> [THE DATA]
☆ ☆ ☆ ☆ ☆
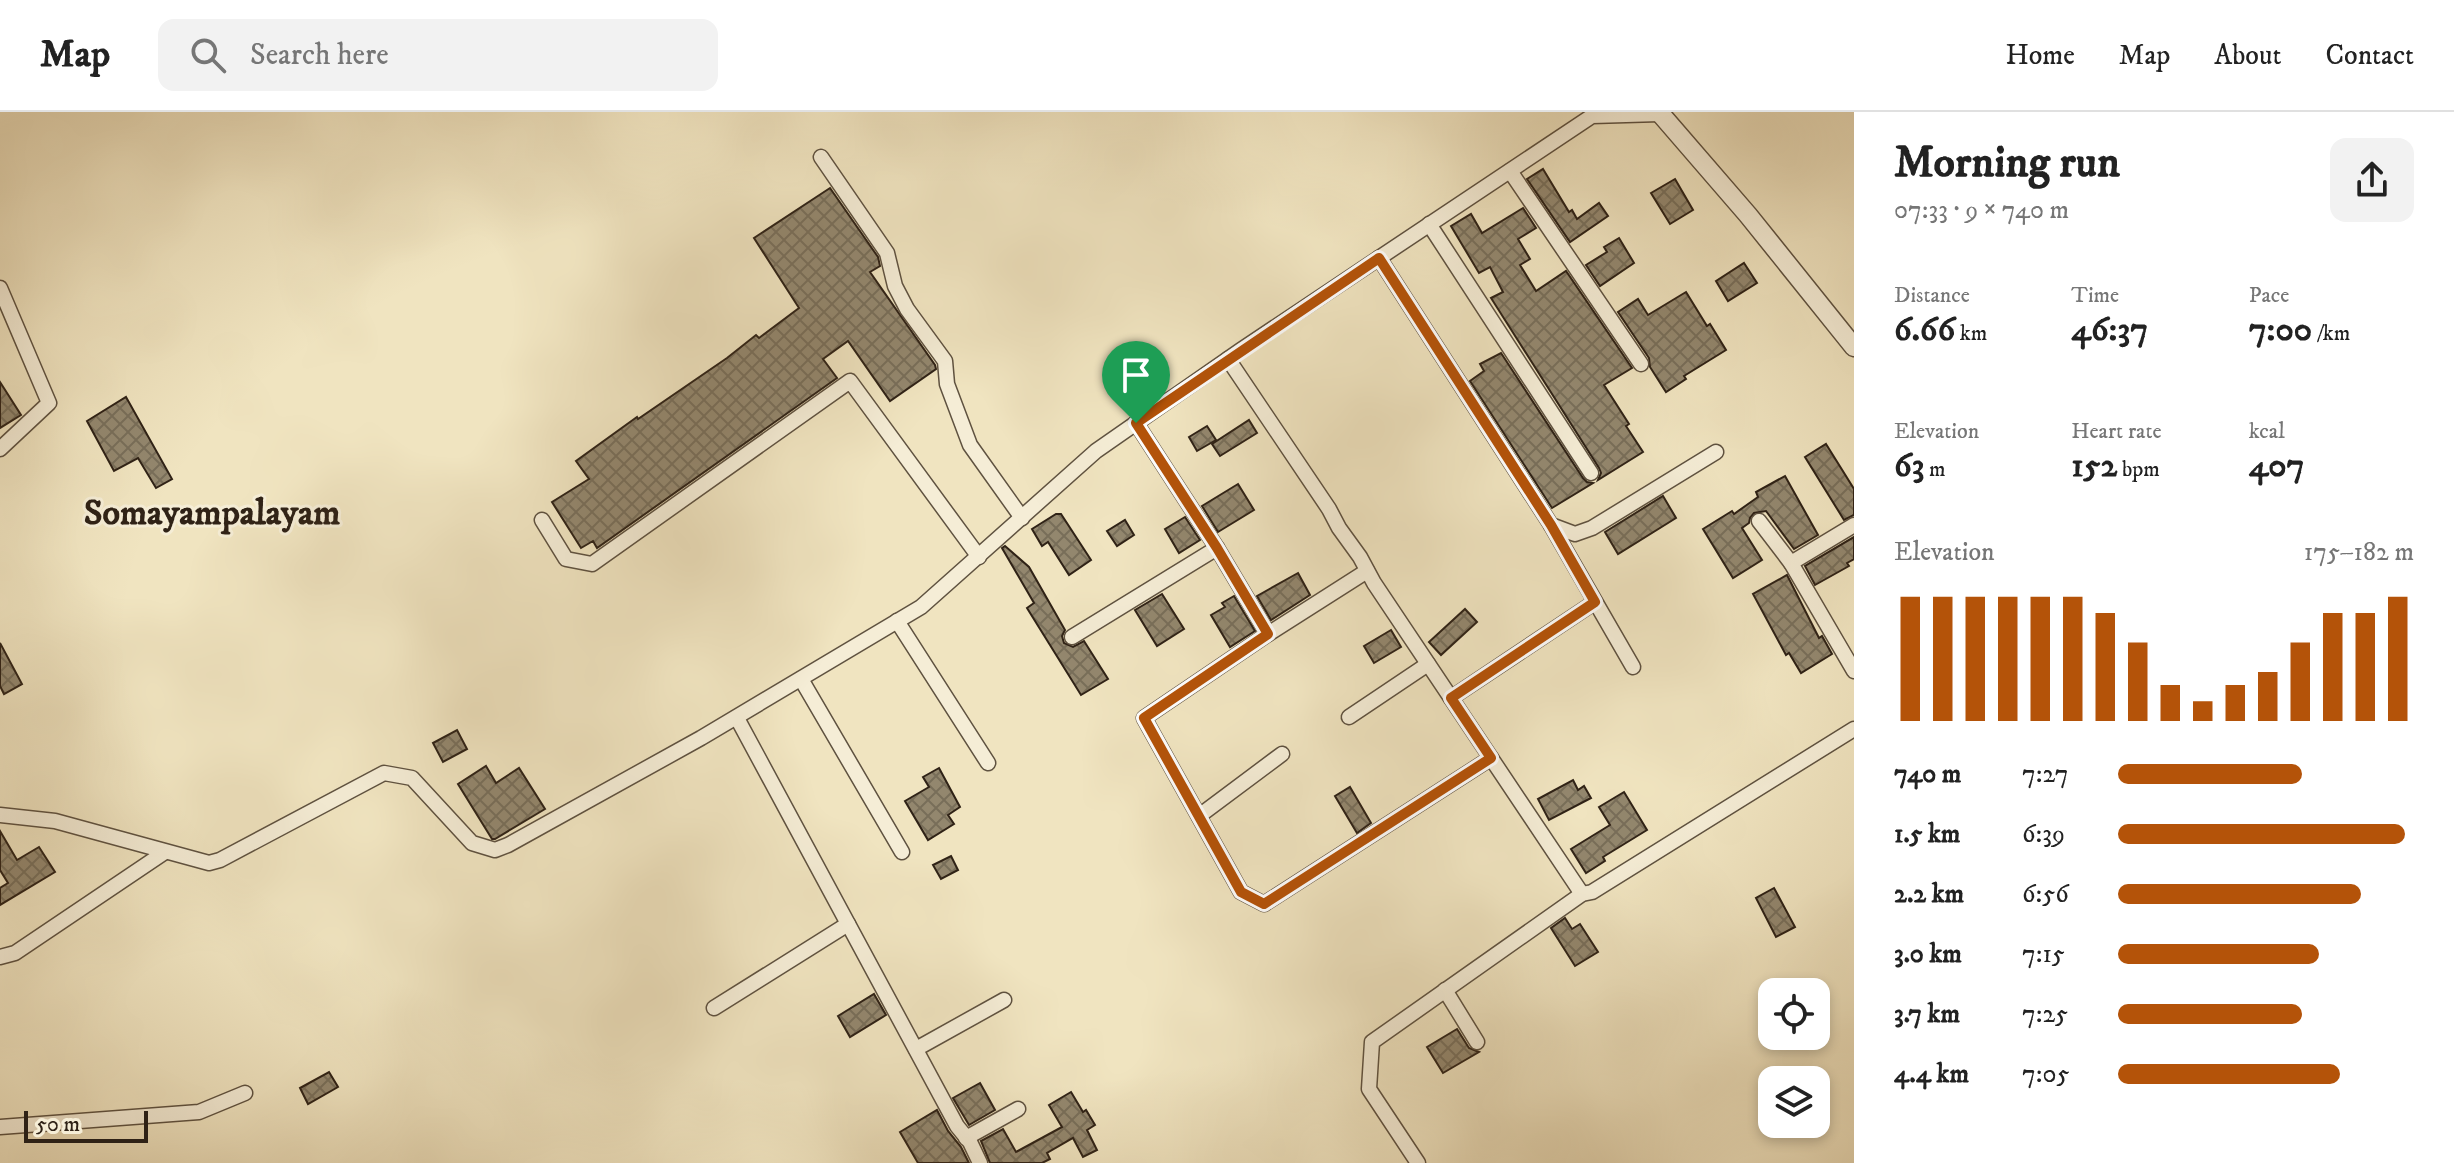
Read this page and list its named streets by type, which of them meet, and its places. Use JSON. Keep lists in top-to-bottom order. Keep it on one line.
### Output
{"districts":["Somayampalayam"],"scale_bar":"50 m","page":{"header":"Map","search":"Search here","nav":["Home","Map","About","Contact"],"heading":["Morning run","07:33 · 9 × 740 m"],"stats":[["Distance","6.66 km"],["Time","46:37"],["Pace","7:00 /km"],["Elevation","63 m"],["Heart rate","152 bpm"],["kcal","407"]],"chart":["Elevation","175–182 m"],"list":[{"name":"740 m","note":"7:27"},{"name":"1.5 km","note":"6:39"},{"name":"2.2 km","note":"6:56"},{"name":"3.0 km","note":"7:15"},{"name":"3.7 km","note":"7:25"},{"name":"4.4 km","note":"7:05"}],"scale":"50 m"}}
☆ ☆ ☆ ☆ ☆
> [WHAT TO PRODUCE] Apart from the pictures, all of the data must be duplicated exactly as shown above.

> [YOUR SOLUTION]
Read this page and list its named streets by type, which of them meet, and its places. Use JSON. Keep lists in top-to-bottom order. Keep it on one line.
### Output
{"districts":["Somayampalayam"],"scale_bar":"50 m","page":{"header":"Map","search":"Search here","nav":["Home","Map","About","Contact"],"heading":["Morning run","07:33 · 9 × 740 m"],"stats":[["Distance","6.66 km"],["Time","46:37"],["Pace","7:00 /km"],["Elevation","63 m"],["Heart rate","152 bpm"],["kcal","407"]],"chart":["Elevation","175–182 m"],"list":[{"name":"740 m","note":"7:27"},{"name":"1.5 km","note":"6:39"},{"name":"2.2 km","note":"6:56"},{"name":"3.0 km","note":"7:15"},{"name":"3.7 km","note":"7:25"},{"name":"4.4 km","note":"7:05"}],"scale":"50 m"}}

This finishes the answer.